Please return each record exactly, leaving nothing out.
#### Exercise material ####
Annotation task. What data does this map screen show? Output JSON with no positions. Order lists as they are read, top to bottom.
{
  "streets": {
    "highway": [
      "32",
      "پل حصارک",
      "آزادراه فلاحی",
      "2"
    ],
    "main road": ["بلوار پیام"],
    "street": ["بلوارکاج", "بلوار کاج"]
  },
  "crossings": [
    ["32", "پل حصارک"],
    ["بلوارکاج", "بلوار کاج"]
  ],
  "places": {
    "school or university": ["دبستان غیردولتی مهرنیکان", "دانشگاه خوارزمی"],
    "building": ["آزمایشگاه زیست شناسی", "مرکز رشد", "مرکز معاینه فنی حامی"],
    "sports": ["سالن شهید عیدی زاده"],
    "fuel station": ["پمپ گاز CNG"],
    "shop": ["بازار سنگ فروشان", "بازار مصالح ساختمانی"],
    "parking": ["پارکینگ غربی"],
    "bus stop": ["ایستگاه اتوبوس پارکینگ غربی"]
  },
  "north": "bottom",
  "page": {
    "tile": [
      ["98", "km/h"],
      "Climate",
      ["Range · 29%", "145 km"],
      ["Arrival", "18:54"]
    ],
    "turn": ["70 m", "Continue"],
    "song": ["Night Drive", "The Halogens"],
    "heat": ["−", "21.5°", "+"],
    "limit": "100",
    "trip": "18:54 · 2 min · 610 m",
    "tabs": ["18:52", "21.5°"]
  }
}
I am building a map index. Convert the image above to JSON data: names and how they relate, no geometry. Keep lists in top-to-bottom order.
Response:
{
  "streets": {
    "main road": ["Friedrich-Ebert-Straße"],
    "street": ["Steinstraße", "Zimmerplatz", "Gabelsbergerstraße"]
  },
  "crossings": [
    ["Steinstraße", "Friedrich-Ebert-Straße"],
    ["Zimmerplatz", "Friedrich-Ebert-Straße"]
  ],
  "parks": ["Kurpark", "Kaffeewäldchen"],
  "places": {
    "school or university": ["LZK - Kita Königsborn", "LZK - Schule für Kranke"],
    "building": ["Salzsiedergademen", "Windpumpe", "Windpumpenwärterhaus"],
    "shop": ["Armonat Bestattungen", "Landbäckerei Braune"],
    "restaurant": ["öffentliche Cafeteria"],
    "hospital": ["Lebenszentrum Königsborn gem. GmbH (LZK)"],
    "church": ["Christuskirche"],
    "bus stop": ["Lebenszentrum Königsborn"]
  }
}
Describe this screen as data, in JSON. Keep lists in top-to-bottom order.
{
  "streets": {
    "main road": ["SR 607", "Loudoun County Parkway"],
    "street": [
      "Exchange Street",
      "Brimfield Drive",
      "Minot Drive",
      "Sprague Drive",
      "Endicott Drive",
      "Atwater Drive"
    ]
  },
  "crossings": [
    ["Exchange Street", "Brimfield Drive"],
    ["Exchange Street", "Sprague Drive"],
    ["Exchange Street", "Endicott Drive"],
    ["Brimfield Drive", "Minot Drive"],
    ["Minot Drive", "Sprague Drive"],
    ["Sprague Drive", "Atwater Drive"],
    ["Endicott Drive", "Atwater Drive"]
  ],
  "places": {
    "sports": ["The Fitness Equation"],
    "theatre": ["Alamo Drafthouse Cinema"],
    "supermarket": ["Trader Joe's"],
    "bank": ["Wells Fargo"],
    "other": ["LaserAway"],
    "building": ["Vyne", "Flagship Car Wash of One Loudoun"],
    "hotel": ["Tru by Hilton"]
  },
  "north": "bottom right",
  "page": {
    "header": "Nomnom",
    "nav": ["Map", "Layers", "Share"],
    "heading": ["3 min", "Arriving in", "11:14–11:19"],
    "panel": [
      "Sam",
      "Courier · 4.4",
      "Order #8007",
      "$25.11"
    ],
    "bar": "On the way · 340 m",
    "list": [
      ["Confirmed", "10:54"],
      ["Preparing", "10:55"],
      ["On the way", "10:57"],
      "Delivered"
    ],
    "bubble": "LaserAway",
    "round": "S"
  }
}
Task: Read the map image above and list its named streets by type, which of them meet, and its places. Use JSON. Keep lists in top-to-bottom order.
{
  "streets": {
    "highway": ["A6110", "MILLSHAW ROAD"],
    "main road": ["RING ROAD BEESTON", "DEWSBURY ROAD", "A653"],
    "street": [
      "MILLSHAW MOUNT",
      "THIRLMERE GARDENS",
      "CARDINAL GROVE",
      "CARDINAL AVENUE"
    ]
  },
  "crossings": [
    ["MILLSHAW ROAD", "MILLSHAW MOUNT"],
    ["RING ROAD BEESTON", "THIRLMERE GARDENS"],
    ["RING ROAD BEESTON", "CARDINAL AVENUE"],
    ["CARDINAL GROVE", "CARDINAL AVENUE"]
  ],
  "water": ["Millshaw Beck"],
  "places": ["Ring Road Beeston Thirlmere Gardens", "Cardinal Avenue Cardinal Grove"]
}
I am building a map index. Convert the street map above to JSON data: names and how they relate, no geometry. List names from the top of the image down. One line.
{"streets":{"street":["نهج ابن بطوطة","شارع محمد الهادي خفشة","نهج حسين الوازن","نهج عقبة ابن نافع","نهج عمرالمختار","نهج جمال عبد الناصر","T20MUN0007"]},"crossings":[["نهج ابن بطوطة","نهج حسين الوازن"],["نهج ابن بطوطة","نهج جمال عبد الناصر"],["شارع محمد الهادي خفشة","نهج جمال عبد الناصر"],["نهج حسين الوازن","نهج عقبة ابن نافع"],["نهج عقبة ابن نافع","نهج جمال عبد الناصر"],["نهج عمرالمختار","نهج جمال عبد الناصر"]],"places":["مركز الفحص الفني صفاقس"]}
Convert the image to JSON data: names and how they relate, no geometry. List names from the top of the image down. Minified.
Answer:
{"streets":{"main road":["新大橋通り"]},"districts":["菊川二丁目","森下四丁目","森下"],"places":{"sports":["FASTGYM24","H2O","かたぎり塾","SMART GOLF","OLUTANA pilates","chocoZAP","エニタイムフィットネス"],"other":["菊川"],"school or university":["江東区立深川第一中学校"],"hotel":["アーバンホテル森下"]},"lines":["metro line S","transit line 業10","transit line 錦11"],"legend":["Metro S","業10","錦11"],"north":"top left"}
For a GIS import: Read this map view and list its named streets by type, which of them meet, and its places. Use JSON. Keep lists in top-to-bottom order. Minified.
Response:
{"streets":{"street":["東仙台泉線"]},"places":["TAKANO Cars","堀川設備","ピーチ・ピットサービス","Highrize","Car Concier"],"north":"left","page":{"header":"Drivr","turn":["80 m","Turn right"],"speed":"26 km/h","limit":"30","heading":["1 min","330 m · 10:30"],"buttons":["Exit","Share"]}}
####
» Task output
Annotation task. What data does this map screen show? Output JSON with no positions. Order lists as they are read, top to bottom.
{
  "streets": {
    "highway": [
      "32",
      "پل حصارک",
      "آزادراه فلاحی",
      "2"
    ],
    "main road": ["بلوار پیام"],
    "street": ["بلوارکاج", "بلوار کاج"]
  },
  "crossings": [
    ["32", "پل حصارک"],
    ["بلوارکاج", "بلوار کاج"]
  ],
  "places": {
    "school or university": ["دبستان غیردولتی مهرنیکان", "دانشگاه خوارزمی"],
    "building": ["آزمایشگاه زیست شناسی", "مرکز رشد", "مرکز معاینه فنی حامی"],
    "sports": ["سالن شهید عیدی زاده"],
    "fuel station": ["پمپ گاز CNG"],
    "shop": ["بازار سنگ فروشان", "بازار مصالح ساختمانی"],
    "parking": ["پارکینگ غربی"],
    "bus stop": ["ایستگاه اتوبوس پارکینگ غربی"]
  },
  "north": "bottom",
  "page": {
    "tile": [
      ["98", "km/h"],
      "Climate",
      ["Range · 29%", "145 km"],
      ["Arrival", "18:54"]
    ],
    "turn": ["70 m", "Continue"],
    "song": ["Night Drive", "The Halogens"],
    "heat": ["−", "21.5°", "+"],
    "limit": "100",
    "trip": "18:54 · 2 min · 610 m",
    "tabs": ["18:52", "21.5°"]
  }
}
I am building a map index. Convert the image above to JSON data: names and how they relate, no geometry. Keep lists in top-to-bottom order.
Response:
{
  "streets": {
    "main road": ["Friedrich-Ebert-Straße"],
    "street": ["Steinstraße", "Zimmerplatz", "Gabelsbergerstraße"]
  },
  "crossings": [
    ["Steinstraße", "Friedrich-Ebert-Straße"],
    ["Zimmerplatz", "Friedrich-Ebert-Straße"]
  ],
  "parks": ["Kurpark", "Kaffeewäldchen"],
  "places": {
    "school or university": ["LZK - Kita Königsborn", "LZK - Schule für Kranke"],
    "building": ["Salzsiedergademen", "Windpumpe", "Windpumpenwärterhaus"],
    "shop": ["Armonat Bestattungen", "Landbäckerei Braune"],
    "restaurant": ["öffentliche Cafeteria"],
    "hospital": ["Lebenszentrum Königsborn gem. GmbH (LZK)"],
    "church": ["Christuskirche"],
    "bus stop": ["Lebenszentrum Königsborn"]
  }
}
Describe this screen as data, in JSON. Keep lists in top-to-bottom order.
{
  "streets": {
    "main road": ["SR 607", "Loudoun County Parkway"],
    "street": [
      "Exchange Street",
      "Brimfield Drive",
      "Minot Drive",
      "Sprague Drive",
      "Endicott Drive",
      "Atwater Drive"
    ]
  },
  "crossings": [
    ["Exchange Street", "Brimfield Drive"],
    ["Exchange Street", "Sprague Drive"],
    ["Exchange Street", "Endicott Drive"],
    ["Brimfield Drive", "Minot Drive"],
    ["Minot Drive", "Sprague Drive"],
    ["Sprague Drive", "Atwater Drive"],
    ["Endicott Drive", "Atwater Drive"]
  ],
  "places": {
    "sports": ["The Fitness Equation"],
    "theatre": ["Alamo Drafthouse Cinema"],
    "supermarket": ["Trader Joe's"],
    "bank": ["Wells Fargo"],
    "other": ["LaserAway"],
    "building": ["Vyne", "Flagship Car Wash of One Loudoun"],
    "hotel": ["Tru by Hilton"]
  },
  "north": "bottom right",
  "page": {
    "header": "Nomnom",
    "nav": ["Map", "Layers", "Share"],
    "heading": ["3 min", "Arriving in", "11:14–11:19"],
    "panel": [
      "Sam",
      "Courier · 4.4",
      "Order #8007",
      "$25.11"
    ],
    "bar": "On the way · 340 m",
    "list": [
      ["Confirmed", "10:54"],
      ["Preparing", "10:55"],
      ["On the way", "10:57"],
      "Delivered"
    ],
    "bubble": "LaserAway",
    "round": "S"
  }
}
Task: Read the map image above and list its named streets by type, which of them meet, and its places. Use JSON. Keep lists in top-to-bottom order.
{
  "streets": {
    "highway": ["A6110", "MILLSHAW ROAD"],
    "main road": ["RING ROAD BEESTON", "DEWSBURY ROAD", "A653"],
    "street": [
      "MILLSHAW MOUNT",
      "THIRLMERE GARDENS",
      "CARDINAL GROVE",
      "CARDINAL AVENUE"
    ]
  },
  "crossings": [
    ["MILLSHAW ROAD", "MILLSHAW MOUNT"],
    ["RING ROAD BEESTON", "THIRLMERE GARDENS"],
    ["RING ROAD BEESTON", "CARDINAL AVENUE"],
    ["CARDINAL GROVE", "CARDINAL AVENUE"]
  ],
  "water": ["Millshaw Beck"],
  "places": ["Ring Road Beeston Thirlmere Gardens", "Cardinal Avenue Cardinal Grove"]
}
I am building a map index. Convert the street map above to JSON data: names and how they relate, no geometry. List names from the top of the image down. One line.
{"streets":{"street":["نهج ابن بطوطة","شارع محمد الهادي خفشة","نهج حسين الوازن","نهج عقبة ابن نافع","نهج عمرالمختار","نهج جمال عبد الناصر","T20MUN0007"]},"crossings":[["نهج ابن بطوطة","نهج حسين الوازن"],["نهج ابن بطوطة","نهج جمال عبد الناصر"],["شارع محمد الهادي خفشة","نهج جمال عبد الناصر"],["نهج حسين الوازن","نهج عقبة ابن نافع"],["نهج عقبة ابن نافع","نهج جمال عبد الناصر"],["نهج عمرالمختار","نهج جمال عبد الناصر"]],"places":["مركز الفحص الفني صفاقس"]}
Convert the image to JSON data: names and how they relate, no geometry. List names from the top of the image down. Minified.
Answer:
{"streets":{"main road":["新大橋通り"]},"districts":["菊川二丁目","森下四丁目","森下"],"places":{"sports":["FASTGYM24","H2O","かたぎり塾","SMART GOLF","OLUTANA pilates","chocoZAP","エニタイムフィットネス"],"other":["菊川"],"school or university":["江東区立深川第一中学校"],"hotel":["アーバンホテル森下"]},"lines":["metro line S","transit line 業10","transit line 錦11"],"legend":["Metro S","業10","錦11"],"north":"top left"}
For a GIS import: Read this map view and list its named streets by type, which of them meet, and its places. Use JSON. Keep lists in top-to-bottom order. Minified.
Response:
{"streets":{"street":["東仙台泉線"]},"places":["TAKANO Cars","堀川設備","ピーチ・ピットサービス","Highrize","Car Concier"],"north":"left","page":{"header":"Drivr","turn":["80 m","Turn right"],"speed":"26 km/h","limit":"30","heading":["1 min","330 m · 10:30"],"buttons":["Exit","Share"]}}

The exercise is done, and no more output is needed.